- **YOUR TASK**:
Every line in the records below that holds "fillStyle" must be identified and copied.

[Stored data]
Content starts
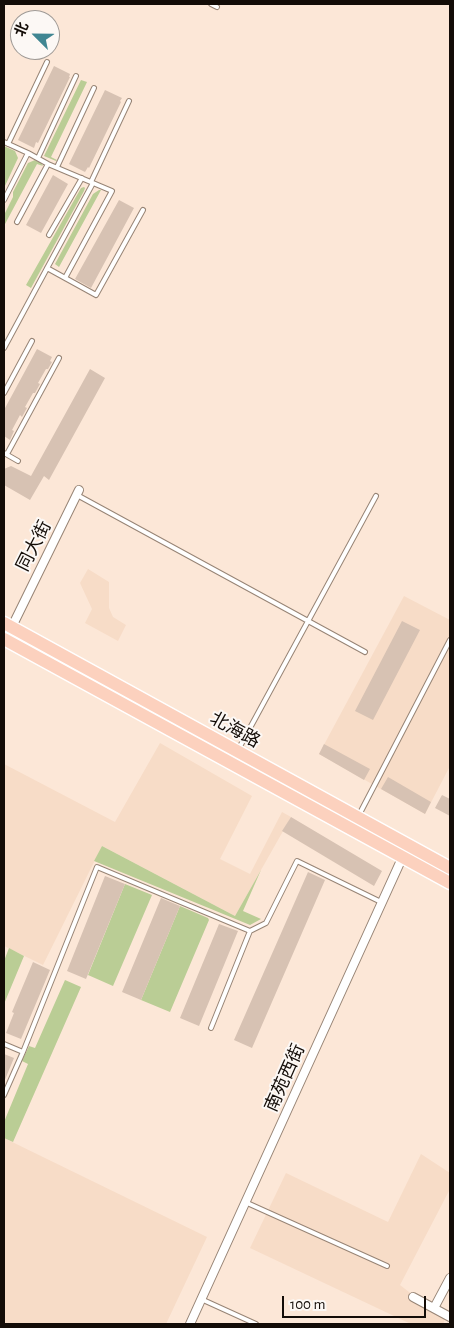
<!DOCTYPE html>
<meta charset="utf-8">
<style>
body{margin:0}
#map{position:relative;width:454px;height:1328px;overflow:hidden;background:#fce7d7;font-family:"Alegreya Sans","Noto Sans SC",sans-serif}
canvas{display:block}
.frame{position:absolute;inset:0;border:5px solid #130c07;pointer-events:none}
.north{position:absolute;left:10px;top:10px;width:50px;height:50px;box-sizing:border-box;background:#fcf8f5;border:1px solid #9f9a96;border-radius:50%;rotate:293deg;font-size:14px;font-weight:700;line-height:20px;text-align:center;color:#130c07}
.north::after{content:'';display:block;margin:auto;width:18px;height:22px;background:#408692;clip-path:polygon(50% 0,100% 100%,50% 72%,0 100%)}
.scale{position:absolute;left:282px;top:1296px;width:144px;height:22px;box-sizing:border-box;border:2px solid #130c07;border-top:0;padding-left:6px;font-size:15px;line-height:18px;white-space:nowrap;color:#130c07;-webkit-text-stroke:4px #fcf8f5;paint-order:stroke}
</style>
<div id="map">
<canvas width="454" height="1328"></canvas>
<div class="frame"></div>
<div class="north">北</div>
<div class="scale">100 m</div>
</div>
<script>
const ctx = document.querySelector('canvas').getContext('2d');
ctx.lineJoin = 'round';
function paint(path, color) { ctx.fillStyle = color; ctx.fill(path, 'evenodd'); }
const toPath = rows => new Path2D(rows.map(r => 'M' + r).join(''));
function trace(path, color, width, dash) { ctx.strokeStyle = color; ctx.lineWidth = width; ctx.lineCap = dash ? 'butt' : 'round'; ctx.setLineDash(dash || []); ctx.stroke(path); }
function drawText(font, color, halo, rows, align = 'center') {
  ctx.font = font + ' "Alegreya Sans","Noto Sans SC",sans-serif'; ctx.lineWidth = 4; ctx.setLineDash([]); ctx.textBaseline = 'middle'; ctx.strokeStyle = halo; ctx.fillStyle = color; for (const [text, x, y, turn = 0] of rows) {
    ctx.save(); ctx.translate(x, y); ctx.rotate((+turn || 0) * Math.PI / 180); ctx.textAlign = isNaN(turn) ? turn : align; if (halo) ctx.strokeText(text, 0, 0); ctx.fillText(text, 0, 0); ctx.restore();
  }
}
const built = toPath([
 [88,569,109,582,109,608,113,617,126,625,118,641,85,623,92,609,80,583],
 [404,596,450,620,450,766,425,814,319,754],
 [160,743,252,796,220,859,250,874,282,812,291,817,235,916,102,846,43,965,4,946,4,764,115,822],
 [4,1138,207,1237,166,1324,4,1324],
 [421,1154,450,1173,450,1189,400,1285,445,1320,443,1324,411,1324,250,1248,286,1173,388,1222]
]);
const green = toPath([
 [81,80,87,82,51,157,57,160,56,161,44,156],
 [4,146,15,151,18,158,4,188],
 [35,160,41,163,43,166,37,164,4,226,4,215,13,197,13,192,28,163],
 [84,187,85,188,84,191,31,288,26,285,81,188],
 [99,190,101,190,59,267,55,264,93,194],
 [102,846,235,916,261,870,243,911,261,919,250,925,94,861],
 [125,884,152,895,113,986,88,975],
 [180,906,208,918,209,920,170,1012,141,1000],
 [9,948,24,956,4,1004,4,961],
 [65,980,81,987,13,1142,4,1138,4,1122,28,1064,22,1061,29,1046,35,1048]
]);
const building = toPath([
 [54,66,70,74,69,77,70,77,38,143,36,142,34,148,18,140],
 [105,90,122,98,120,101,121,102,89,168,88,167,85,172,69,164],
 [53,175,68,184,41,233,26,225],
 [119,200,134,208,91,288,75,279],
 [37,349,52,357,50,361,52,362,48,369,46,369,38,383,40,384,35,393,33,393,25,407,27,408,22,417,20,415,12,430,14,431,10,440,4,436,4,410],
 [90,369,105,378,49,480,44,476,30,500,4,485,4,469,11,466,31,476],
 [402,621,420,630,373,720,355,711],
 [324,744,370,769,364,780,319,754],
 [388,777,431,802,425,814,381,789],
 [442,795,450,799,450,816,435,808],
 [291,817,382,871,374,886,282,831],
 [308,872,325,880,252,1048,234,1040],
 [105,876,125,884,86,979,67,971],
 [161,898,180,906,141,1000,122,992],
 [219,924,238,931,199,1026,180,1018],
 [33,962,50,970,21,1039,6,1033,14,1013,12,1012],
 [4,1054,14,1058,4,1082]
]);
const lane = toPath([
 [211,4,217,7],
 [4,142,28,153],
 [8,144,47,62],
 [38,158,76,76],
 [57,167,94,88],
 [91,182,129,101],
 [4,200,28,153,48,164,112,191,65,278],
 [17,222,48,164],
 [49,235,82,178],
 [47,268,96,295,143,210],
 [4,348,93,183],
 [4,393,32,341],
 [4,453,18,461],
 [7,454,59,358],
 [77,495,365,652],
 [238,750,376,496],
 [359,815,450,640],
 [211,1028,250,931],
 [4,1044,23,1052,97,867,250,931,266,923,297,861,381,902],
 [4,1095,23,1052],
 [245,1202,387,1266],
 [201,1299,256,1324]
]);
const street = toPath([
 [4,643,79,490],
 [413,1297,450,1317],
 [434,1308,450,1278],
 [190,1324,408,845]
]);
const primary = toPath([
 [4,623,450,868],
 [4,639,450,883]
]);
const streetNames = [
 ["同大街",34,546,-63],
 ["北海路",235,730,29],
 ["南苑西街",285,1078,-66]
];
paint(built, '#f7dcc7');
paint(green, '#bacd95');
paint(building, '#d7c2b3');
trace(lane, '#978475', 6);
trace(street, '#978475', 10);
trace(primary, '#fff', 15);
trace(lane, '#fff', 4);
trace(street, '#fff', 8);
trace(primary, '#fcd1be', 12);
drawText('18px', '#130c07', '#fcf8f5', streetNames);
</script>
Content ends
- **EXERCISE ANSWER**:
function paint(path, color) { ctx.fillStyle = color; ctx.fill(path, 'evenodd'); }
  ctx.font = font + ' "Alegreya Sans","Noto Sans SC",sans-serif'; ctx.lineWidth = 4; ctx.setLineDash([]); ctx.textBaseline = 'middle'; ctx.strokeStyle = halo; ctx.fillStyle = color; for (const [text, x, y, turn = 0] of rows) {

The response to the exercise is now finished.